Directions → The full listing below should be repeated exactly.

*-*-*

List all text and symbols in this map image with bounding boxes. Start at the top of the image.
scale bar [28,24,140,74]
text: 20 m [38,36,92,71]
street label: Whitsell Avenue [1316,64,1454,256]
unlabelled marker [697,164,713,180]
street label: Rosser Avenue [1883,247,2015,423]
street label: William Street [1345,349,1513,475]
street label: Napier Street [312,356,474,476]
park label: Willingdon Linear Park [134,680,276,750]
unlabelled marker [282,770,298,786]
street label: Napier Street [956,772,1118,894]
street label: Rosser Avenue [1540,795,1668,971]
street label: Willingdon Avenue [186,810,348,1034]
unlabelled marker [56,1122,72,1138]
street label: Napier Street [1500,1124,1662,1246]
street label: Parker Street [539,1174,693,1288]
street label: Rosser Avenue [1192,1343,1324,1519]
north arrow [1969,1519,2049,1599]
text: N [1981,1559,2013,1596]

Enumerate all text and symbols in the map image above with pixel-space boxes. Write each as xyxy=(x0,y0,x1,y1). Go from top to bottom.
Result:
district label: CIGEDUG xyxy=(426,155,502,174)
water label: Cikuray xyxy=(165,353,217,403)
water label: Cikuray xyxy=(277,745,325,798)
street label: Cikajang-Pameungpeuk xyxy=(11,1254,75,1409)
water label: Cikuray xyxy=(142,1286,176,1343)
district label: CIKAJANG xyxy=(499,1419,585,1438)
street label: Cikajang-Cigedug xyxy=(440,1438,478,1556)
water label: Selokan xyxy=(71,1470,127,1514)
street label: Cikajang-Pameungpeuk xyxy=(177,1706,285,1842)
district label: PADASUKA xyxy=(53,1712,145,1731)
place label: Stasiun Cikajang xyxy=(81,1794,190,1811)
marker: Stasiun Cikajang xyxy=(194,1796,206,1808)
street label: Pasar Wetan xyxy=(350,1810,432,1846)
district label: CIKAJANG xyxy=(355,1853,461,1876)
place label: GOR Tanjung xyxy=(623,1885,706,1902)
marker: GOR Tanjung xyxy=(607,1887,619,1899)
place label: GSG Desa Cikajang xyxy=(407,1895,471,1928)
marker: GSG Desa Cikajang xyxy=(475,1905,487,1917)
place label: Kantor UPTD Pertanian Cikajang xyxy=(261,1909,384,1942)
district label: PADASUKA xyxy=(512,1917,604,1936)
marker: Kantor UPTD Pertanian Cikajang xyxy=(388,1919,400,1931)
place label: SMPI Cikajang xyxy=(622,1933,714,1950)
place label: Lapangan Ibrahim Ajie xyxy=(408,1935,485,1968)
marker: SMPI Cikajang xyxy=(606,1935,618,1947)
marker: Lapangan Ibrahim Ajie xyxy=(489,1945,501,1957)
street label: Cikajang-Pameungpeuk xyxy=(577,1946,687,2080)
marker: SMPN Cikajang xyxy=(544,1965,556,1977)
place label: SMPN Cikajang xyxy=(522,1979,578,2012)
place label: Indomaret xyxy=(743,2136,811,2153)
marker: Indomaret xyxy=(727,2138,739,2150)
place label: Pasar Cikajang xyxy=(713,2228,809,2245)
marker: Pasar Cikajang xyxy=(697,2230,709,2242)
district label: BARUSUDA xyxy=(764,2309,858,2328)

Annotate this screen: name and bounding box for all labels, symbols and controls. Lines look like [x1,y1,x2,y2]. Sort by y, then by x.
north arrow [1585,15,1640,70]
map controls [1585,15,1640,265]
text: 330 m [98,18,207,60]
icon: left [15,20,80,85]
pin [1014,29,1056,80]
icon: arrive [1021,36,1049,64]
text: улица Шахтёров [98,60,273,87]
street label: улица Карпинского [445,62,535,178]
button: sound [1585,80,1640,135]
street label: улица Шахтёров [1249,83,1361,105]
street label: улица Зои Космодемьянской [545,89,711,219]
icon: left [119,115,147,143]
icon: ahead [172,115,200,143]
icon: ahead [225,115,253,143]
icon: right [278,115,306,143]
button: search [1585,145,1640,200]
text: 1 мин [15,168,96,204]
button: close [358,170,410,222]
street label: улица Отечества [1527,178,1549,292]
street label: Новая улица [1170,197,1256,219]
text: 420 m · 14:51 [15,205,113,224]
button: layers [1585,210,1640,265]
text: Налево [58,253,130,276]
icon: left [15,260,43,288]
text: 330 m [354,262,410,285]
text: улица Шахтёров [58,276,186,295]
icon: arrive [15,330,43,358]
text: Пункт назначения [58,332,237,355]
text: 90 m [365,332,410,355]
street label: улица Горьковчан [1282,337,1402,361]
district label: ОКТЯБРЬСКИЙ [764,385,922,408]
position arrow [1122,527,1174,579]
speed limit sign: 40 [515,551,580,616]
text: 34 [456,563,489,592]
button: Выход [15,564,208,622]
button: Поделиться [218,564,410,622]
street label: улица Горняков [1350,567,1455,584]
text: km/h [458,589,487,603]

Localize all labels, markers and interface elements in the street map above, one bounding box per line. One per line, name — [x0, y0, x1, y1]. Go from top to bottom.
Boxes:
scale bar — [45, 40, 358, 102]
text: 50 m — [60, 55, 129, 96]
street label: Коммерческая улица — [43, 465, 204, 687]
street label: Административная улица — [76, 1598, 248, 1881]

*-*-*

Task result →
List all text and symbols in this map image with bounding boxes. Start at the top of the image.
scale bar [28,24,140,74]
text: 20 m [38,36,92,71]
street label: Whitsell Avenue [1316,64,1454,256]
unlabelled marker [697,164,713,180]
street label: Rosser Avenue [1883,247,2015,423]
street label: William Street [1345,349,1513,475]
street label: Napier Street [312,356,474,476]
park label: Willingdon Linear Park [134,680,276,750]
unlabelled marker [282,770,298,786]
street label: Napier Street [956,772,1118,894]
street label: Rosser Avenue [1540,795,1668,971]
street label: Willingdon Avenue [186,810,348,1034]
unlabelled marker [56,1122,72,1138]
street label: Napier Street [1500,1124,1662,1246]
street label: Parker Street [539,1174,693,1288]
street label: Rosser Avenue [1192,1343,1324,1519]
north arrow [1969,1519,2049,1599]
text: N [1981,1559,2013,1596]

Enumerate all text and symbols in the map image above with pixel-space boxes. Write each as xyxy=(x0,y0,x1,y1). Go from top to bottom.
Result:
district label: CIGEDUG xyxy=(426,155,502,174)
water label: Cikuray xyxy=(165,353,217,403)
water label: Cikuray xyxy=(277,745,325,798)
street label: Cikajang-Pameungpeuk xyxy=(11,1254,75,1409)
water label: Cikuray xyxy=(142,1286,176,1343)
district label: CIKAJANG xyxy=(499,1419,585,1438)
street label: Cikajang-Cigedug xyxy=(440,1438,478,1556)
water label: Selokan xyxy=(71,1470,127,1514)
street label: Cikajang-Pameungpeuk xyxy=(177,1706,285,1842)
district label: PADASUKA xyxy=(53,1712,145,1731)
place label: Stasiun Cikajang xyxy=(81,1794,190,1811)
marker: Stasiun Cikajang xyxy=(194,1796,206,1808)
street label: Pasar Wetan xyxy=(350,1810,432,1846)
district label: CIKAJANG xyxy=(355,1853,461,1876)
place label: GOR Tanjung xyxy=(623,1885,706,1902)
marker: GOR Tanjung xyxy=(607,1887,619,1899)
place label: GSG Desa Cikajang xyxy=(407,1895,471,1928)
marker: GSG Desa Cikajang xyxy=(475,1905,487,1917)
place label: Kantor UPTD Pertanian Cikajang xyxy=(261,1909,384,1942)
district label: PADASUKA xyxy=(512,1917,604,1936)
marker: Kantor UPTD Pertanian Cikajang xyxy=(388,1919,400,1931)
place label: SMPI Cikajang xyxy=(622,1933,714,1950)
place label: Lapangan Ibrahim Ajie xyxy=(408,1935,485,1968)
marker: SMPI Cikajang xyxy=(606,1935,618,1947)
marker: Lapangan Ibrahim Ajie xyxy=(489,1945,501,1957)
street label: Cikajang-Pameungpeuk xyxy=(577,1946,687,2080)
marker: SMPN Cikajang xyxy=(544,1965,556,1977)
place label: SMPN Cikajang xyxy=(522,1979,578,2012)
place label: Indomaret xyxy=(743,2136,811,2153)
marker: Indomaret xyxy=(727,2138,739,2150)
place label: Pasar Cikajang xyxy=(713,2228,809,2245)
marker: Pasar Cikajang xyxy=(697,2230,709,2242)
district label: BARUSUDA xyxy=(764,2309,858,2328)

Annotate this screen: name and bounding box for all labels, symbols and controls. Lines look like [x1,y1,x2,y2]. Sort by y, then by x.
north arrow [1585,15,1640,70]
map controls [1585,15,1640,265]
text: 330 m [98,18,207,60]
icon: left [15,20,80,85]
pin [1014,29,1056,80]
icon: arrive [1021,36,1049,64]
text: улица Шахтёров [98,60,273,87]
street label: улица Карпинского [445,62,535,178]
button: sound [1585,80,1640,135]
street label: улица Шахтёров [1249,83,1361,105]
street label: улица Зои Космодемьянской [545,89,711,219]
icon: left [119,115,147,143]
icon: ahead [172,115,200,143]
icon: ahead [225,115,253,143]
icon: right [278,115,306,143]
button: search [1585,145,1640,200]
text: 1 мин [15,168,96,204]
button: close [358,170,410,222]
street label: улица Отечества [1527,178,1549,292]
street label: Новая улица [1170,197,1256,219]
text: 420 m · 14:51 [15,205,113,224]
button: layers [1585,210,1640,265]
text: Налево [58,253,130,276]
icon: left [15,260,43,288]
text: 330 m [354,262,410,285]
text: улица Шахтёров [58,276,186,295]
icon: arrive [15,330,43,358]
text: Пункт назначения [58,332,237,355]
text: 90 m [365,332,410,355]
street label: улица Горьковчан [1282,337,1402,361]
district label: ОКТЯБРЬСКИЙ [764,385,922,408]
position arrow [1122,527,1174,579]
speed limit sign: 40 [515,551,580,616]
text: 34 [456,563,489,592]
button: Выход [15,564,208,622]
button: Поделиться [218,564,410,622]
street label: улица Горняков [1350,567,1455,584]
text: km/h [458,589,487,603]

Localize all labels, markers and interface elements in the street map above, one bounding box per line. One per line, name — [x0, y0, x1, y1]. Go from top to bottom.
Boxes:
scale bar — [45, 40, 358, 102]
text: 50 m — [60, 55, 129, 96]
street label: Коммерческая улица — [43, 465, 204, 687]
street label: Административная улица — [76, 1598, 248, 1881]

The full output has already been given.